Gericht: Hessisches Landesarbeitsgericht
Urteil verkündet am 19.11.2008
Aktenzeichen: 8 Sa 722/08
Rechtsgebiete: KSchG


Vorschriften:

KSchG § 1 Abs. 5
Diese Entscheidung enthält keinen zur Veröffentlichung bestimmten Leitsatz.
Tenor:

Auf die Berufung der Beklagten wird das Urteil des Arbeitsgerichts in Kassel vom 01. April 2008 - 6 Ca 514/07 - abgeändert.

Die Klage wird abgewiesen.

Die Kosten des Rechtsstreits hat der Kläger zu tragen.

Die Revision wird nicht zugelassen.

Tatbestand:

Die Parteien streiten darüber, ob ihr Arbeitsverhältnis durch eine betriebsbedingte Kündigung beendet wurde.

Der am XX.XX.19XX geborene verheiratete schwerbehinderte Kläger war bei der Beklagten seit dem 14. April 2003 als Schlosser mit einem monatlichen Bruttoentgelt von zuletzt 2.600,00 € beschäftigt. Der Kläger ist verheiratet.
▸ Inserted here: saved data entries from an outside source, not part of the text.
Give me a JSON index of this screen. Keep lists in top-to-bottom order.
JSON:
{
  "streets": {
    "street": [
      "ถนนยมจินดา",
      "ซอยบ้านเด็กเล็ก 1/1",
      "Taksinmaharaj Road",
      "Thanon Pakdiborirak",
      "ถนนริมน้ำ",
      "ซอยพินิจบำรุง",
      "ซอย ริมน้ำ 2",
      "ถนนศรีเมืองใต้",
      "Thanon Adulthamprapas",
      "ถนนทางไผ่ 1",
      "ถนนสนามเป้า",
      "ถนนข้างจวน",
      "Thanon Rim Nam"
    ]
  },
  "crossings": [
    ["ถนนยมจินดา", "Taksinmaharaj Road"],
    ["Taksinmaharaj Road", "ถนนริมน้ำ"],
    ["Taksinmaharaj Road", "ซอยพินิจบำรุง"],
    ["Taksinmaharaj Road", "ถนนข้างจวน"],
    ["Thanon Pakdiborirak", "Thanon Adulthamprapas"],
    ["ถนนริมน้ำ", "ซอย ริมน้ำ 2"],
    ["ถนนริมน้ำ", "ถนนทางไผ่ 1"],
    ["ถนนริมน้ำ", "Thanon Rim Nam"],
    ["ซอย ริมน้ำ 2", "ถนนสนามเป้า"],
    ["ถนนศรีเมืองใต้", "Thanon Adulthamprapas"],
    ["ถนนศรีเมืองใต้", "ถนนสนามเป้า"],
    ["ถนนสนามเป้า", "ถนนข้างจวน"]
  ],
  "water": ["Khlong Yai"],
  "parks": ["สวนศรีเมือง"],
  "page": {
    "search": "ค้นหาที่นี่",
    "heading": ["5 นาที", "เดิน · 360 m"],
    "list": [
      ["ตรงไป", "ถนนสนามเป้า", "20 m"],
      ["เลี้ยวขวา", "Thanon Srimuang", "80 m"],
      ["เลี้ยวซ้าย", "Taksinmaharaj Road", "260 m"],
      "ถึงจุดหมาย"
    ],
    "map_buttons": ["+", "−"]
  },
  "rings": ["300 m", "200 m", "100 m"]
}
Die Beklagte ist ein tarifgebundenes Unternehmen der Metall - und Elektroindustrie, das automatische Türsysteme für Straßen- und Schienenfahrzeuge produziert. Im September 2007 beschäftigte die Beklagte in ihrem Kasseler Betrieb insgesamt 569 Mitarbeiter, die einen Betriebsrat gewählt haben. Die Beklagte befindet sich seit einigen Jahren in einer Ertragskrise. Im Jahr 2005 kam es zu einer Personalanpassung mit Interessenausgleich und Sozialplan sowie zu einer Fortführung der bereits abgeschlossenen Betriebsvereinbarung zur Beschäftigungssicherung nach dem Tarifvertrag zur Beschäftigungssicherung für die Eisen - Metall- und Elektroindustrie des Landes Hessen vom 01. Januar 2005. Die Beklagte, der Betriebsrat und die IG-Metall schlossen im September 2007 einen Sanierungstarifvertrag, der Anpassungen im Entgeltbereich Arbeitszeiterhöhungen ohne Lohnausgleich, einen Personalabbau im Rahmen eines Interessenausgleichs mit Sozialplan sowie eine Standortsicherung für den Betrieb Kassel vorsah (vgl. die Eckpunkte der Einigung Anlage B 1 zum Schriftsatz der Beklagten vom 24. Januar 2008).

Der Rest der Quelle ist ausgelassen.